When I imagine my ideal admitting day, it would be something like my day at Yellowstone, without the snow and blue sky. I would take a call from OSH (outside hospital), and while talking to the provider I would be getting real-time images on my PC or phone. We could talk like old friends about the subtleties seen on the imaging and the way the T waves of the EKG flow on the red, checkered paper. We would bring in our colleagues from radiology and cardiology and come to a conclusion about the most likely diagnosis and the safest place for the patient.
Gone would be the nervous anticipation of a "transfer patient" whose clinical state may or may not be consistent with the report you just received and whose medical records sent may or may not just contain a stack of nursing notes without labs, imaging, or current med list. One step further in my clinical dreamland would be something akin to what happens at my dog’s veterinary office, a virtual technological paradise.
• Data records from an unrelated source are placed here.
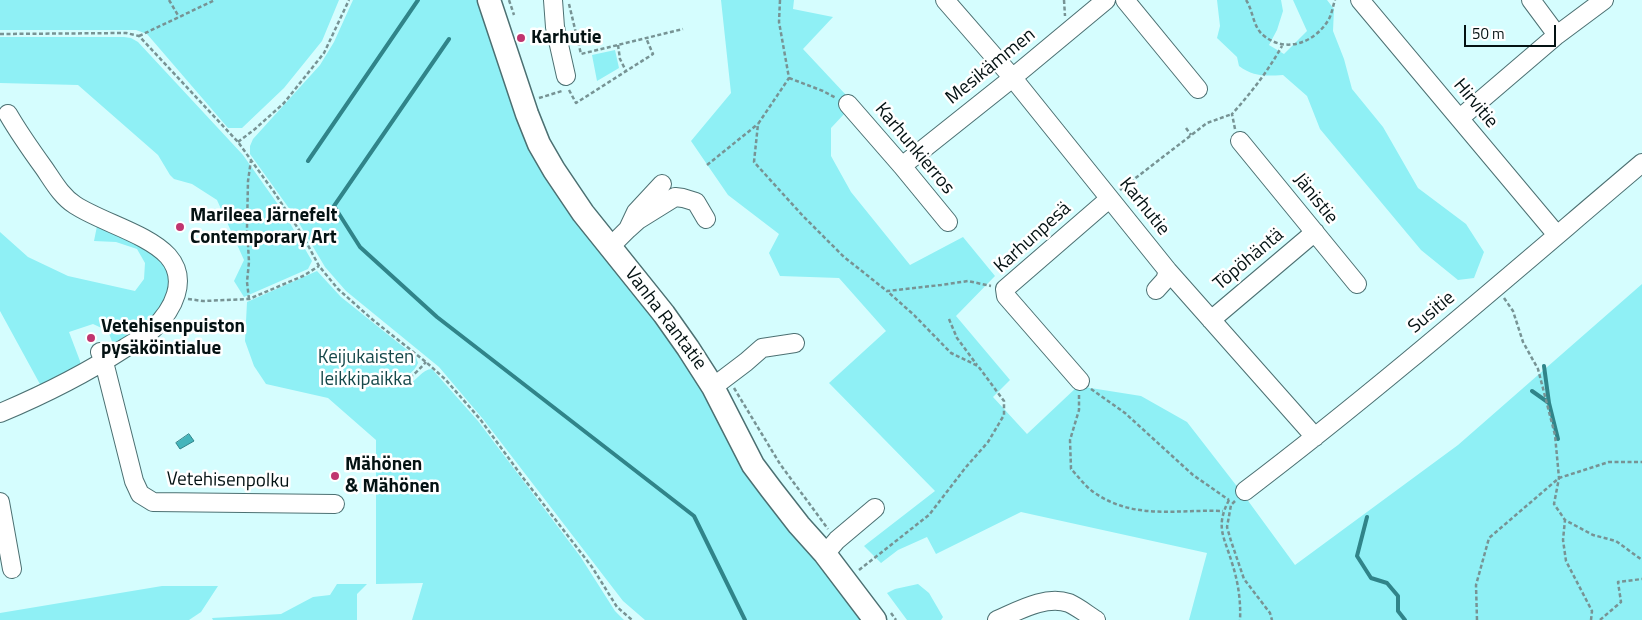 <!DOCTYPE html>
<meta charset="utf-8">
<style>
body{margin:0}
#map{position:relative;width:1642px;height:620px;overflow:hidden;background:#d5fdfe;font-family:"Titillium Web",sans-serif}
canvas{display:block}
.scale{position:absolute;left:1464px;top:25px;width:92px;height:22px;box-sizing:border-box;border:2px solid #041213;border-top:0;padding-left:6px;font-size:15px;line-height:18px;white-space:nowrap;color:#041213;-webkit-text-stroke:4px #fff;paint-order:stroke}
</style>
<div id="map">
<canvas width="1642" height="620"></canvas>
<div class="scale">50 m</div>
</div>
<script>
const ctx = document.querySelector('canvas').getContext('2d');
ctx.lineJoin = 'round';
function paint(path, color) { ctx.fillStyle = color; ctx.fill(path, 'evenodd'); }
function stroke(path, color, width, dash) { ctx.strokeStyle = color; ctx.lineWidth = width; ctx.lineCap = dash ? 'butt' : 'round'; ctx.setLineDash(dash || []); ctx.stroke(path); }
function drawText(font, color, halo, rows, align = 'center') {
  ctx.font = font + ' "Titillium Web",sans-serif'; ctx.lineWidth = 5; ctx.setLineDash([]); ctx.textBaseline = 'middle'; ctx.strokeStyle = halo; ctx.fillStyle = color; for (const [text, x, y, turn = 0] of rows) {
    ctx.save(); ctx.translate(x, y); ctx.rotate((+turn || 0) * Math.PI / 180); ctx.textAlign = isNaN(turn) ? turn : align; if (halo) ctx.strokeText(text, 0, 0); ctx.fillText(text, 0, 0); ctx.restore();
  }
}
paint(new Path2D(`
 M0 0H339L322 41 284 88 242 128H228L147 34 136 30H0Z
 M353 0H481L517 104 659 321 865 620H645L623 601 483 419 439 367 346 291 325 267 296 218 250 154V146L253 139 320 65 334 42Z
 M721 0H794L793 9 833 17 803 49 846 95V112L831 128V156L851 192 910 265 963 237 995 276 956 316 1010 380 993 397 1027 434 1078 386 1141 396 1187 422 1246 498 1295 565 1458 445 1642 284V620H1189L1207 553 1021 512 936 554 927 537 898 550 881 563 864 546 935 491 829 383 886 331 839 278 780 276 769 253 779 234 728 195 691 141 731 93Z
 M1217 0H1281L1283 11 1277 30 1269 45 1284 54 1307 31 1293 0H1327L1334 9 1333 31 1344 59 1352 89 1383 127 1418 188 1466 224 1484 252 1474 278 1458 280 1421 250 1320 129 1307 96 1283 75C1265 76 1254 77 1239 66L1237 57 1217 38 1220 26Z
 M0 37H124L131 38 138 42 243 155 284 213 312 261 308 269 244 297 234 281 244 260 217 200 192 184 174 179 170 175 158 155 78 85 0 83Z
 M615 50 619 68 597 81 592 55Z
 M98 221 164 260 170 277 169 297 159 315 112 351 103 349 113 344 108 331 93 324 69 332 80 361 81 367 41 386 0 311V232L28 257 68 276 135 291 144 279 145 263 137 249 116 242 94 241Z
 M317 271 341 297 416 357 418 363C414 374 400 381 388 379L384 386C392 388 400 388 408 384 417 381 422 369 432 369L478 421 580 556 615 611 624 620H412L423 583 376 584V440L328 398 266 384 254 366 245 341 247 302Z
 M337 584H367L357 594V620H213L212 618 281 614 313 597 330 595Z
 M918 584 929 593 943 617 941 620H907L887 593 895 589Z
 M162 586H218L201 612 189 620H0V613Z`), '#8ff0f5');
const water = new Path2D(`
 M189 434 194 441 180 449 176 443Z`);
paint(water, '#43b5bb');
stroke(water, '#308489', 1);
stroke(new Path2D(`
 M449 39 334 206 360 247 437 317 694 516 745 620
 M308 161 418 0
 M1544 366 1549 403 1558 439
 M1532 391 1549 403
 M1367 517 1357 556 1371 578 1387 583 1398 596V611L1405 620`), '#308489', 4);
const minor = new Path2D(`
 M553 0 555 27 566 76
 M945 0 1012 77 1168 271 1315 437
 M1125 0 1198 89
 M1360 0 1557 235
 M1531 0 1557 35
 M848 104 902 166 948 222
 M1460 118 1557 35 1604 0
 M1240 141 1357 284
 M902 166 1005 84 1106 0
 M628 229 638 220 675 197 683 198 696 202 706 219
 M610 247 628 229 636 212 662 184
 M1156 290 1165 280 1168 271
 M1211 320 1315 232
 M100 352 104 362 134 481 140 494 153 502 335 504
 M1080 381 1006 296 1005 289 1109 199
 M713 387 746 362 762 348 795 343
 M0 413C43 395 85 374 125 348 134 342 145 337 153 329 173 310 189 280 168 256 148 234 101 222 75 205 61 196 53 181 44 168 31 150 19 133 8 114
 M1245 491C1382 387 1511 274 1642 163
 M0 502 12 569
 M825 554 837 540 875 508
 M997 620C1018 611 1045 595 1069 603 1078 607 1088 615 1096 620`);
const major = new Path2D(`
 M489 0 527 114 539 144 554 170 583 213 664 314 688 348 713 387 753 465 771 489 799 525 825 554 875 620`);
stroke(minor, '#4c7072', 20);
stroke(major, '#4c7072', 25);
stroke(new Path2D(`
 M169 0 179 17
 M509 0 514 15
 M780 0 779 22 789 78 758 124 754 162 803 216 844 257 887 291 941 285 968 281 991 286
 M1064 0 1065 16
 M1246 0C1253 10 1253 27 1263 35 1285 54 1315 43 1329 19 1332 13 1333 6 1335 0
 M569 4 581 54 683 29
 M0 34 126 33 139 36 238 142 274 192 303 236 319 266 338 289 373 320 426 362 445 379 480 419 524 479 592 567 617 607 632 620
 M139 36 215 0
 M618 45 620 59 626 71
 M789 78 823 91 836 98
 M569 90 576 103 653 54 646 38
 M539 98 562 91
 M1186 128 1191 135
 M1235 129 1232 114C1251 93 1268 71 1282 46
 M238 142 255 129 284 103 324 53 349 0
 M707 165 758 124
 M1120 190 1207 123 1232 114
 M1504 298 1513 311 1523 342 1538 369 1555 435 1559 478 1554 504 1565 520
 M188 299 203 301 249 299 303 276 319 266
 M249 299 247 282 249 262 247 228 248 181 251 160
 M949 319 957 338 977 365
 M385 383C404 386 414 375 426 362
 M734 388 780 464 828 529
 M1091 389 1125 413 1193 475 1229 500
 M1079 395V410L1070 440 1071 469C1078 476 1084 485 1092 491 1133 521 1177 509 1223 511
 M1229 500C1215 527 1224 536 1232 563 1238 581 1241 601 1240 620
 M1235 501 1231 505 1227 527 1231 541 1244 579 1270 613 1272 620
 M859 570 929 515 966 467 988 442 1004 415V401L978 366 951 353 914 315 887 291
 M891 613 896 620
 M1477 620 1476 585 1489 538 1559 478 1609 462H1642
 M1591 620 1592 611 1566 561 1563 540 1565 520 1593 535 1616 541 1642 560
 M1600 620 1621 602 1618 582 1642 579`), '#779394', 2.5, [4, 2.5]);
stroke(minor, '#fff', 18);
stroke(major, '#fff', 22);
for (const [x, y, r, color] of [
 [521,38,5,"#c0366f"],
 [180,227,5,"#c0366f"],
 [91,338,5,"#c0366f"],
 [335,476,5,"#c0366f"]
]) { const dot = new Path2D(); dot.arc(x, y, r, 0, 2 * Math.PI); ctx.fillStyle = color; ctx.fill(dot); stroke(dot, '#fff', 2); }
drawText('bold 19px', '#041213', '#fff', [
 ["Karhutie",531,38],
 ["Marileea Järnefelt",190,216],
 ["Contemporary Art",190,238],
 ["Vetehisenpuiston",101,327],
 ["pysäköintialue",101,349],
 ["Mähönen",345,465],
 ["& Mähönen",345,487]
], 'left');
drawText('19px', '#041213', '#fff', [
 ["Mesikämmen",991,67,-39],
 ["Hirvitie",1475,104,50],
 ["Karhunkierros",914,149,50],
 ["Jänistie",1315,199,51],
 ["Karhutie",1144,207,51],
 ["Karhunpesä",1033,238,-42],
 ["Töpöhäntä",1249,260,-40],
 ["Susitie",1432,313,-40],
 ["Vanha Rantatie",665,319,53],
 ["Vetehisenpolku",228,481,1]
]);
drawText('19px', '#17494b', '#fff', [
 ["Keijukaisten",366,358],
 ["leikkipaikka",366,380]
]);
</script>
A Star Trek scanner would be waved over a chip in the abdomen of my patient and instantly onto my iPhone would appear a med list, allergies to medicine, imaging, EKGs, and different files for each hospitalization, with a wonderful H and P and DC summary for each, available at my fingertips.
I understand that this will likely never happen; just the word chip would bring up images and fears of a government-run Orwellian society to many of my patients and probably most of my family; but every time I take a picture on my iPhone and share it instantly with people half a world away, I get a warm feeling in my belly that this may one day may be a reality. A boy can dream, can’t he?
Dr. Horton completed his residency in internal medicine and pediatrics at the University of Utah and Primary Children’s Medical Center in Salt Lake City in July and joined the faculty there. He is sharing his new-career experiences with Hospitalist News.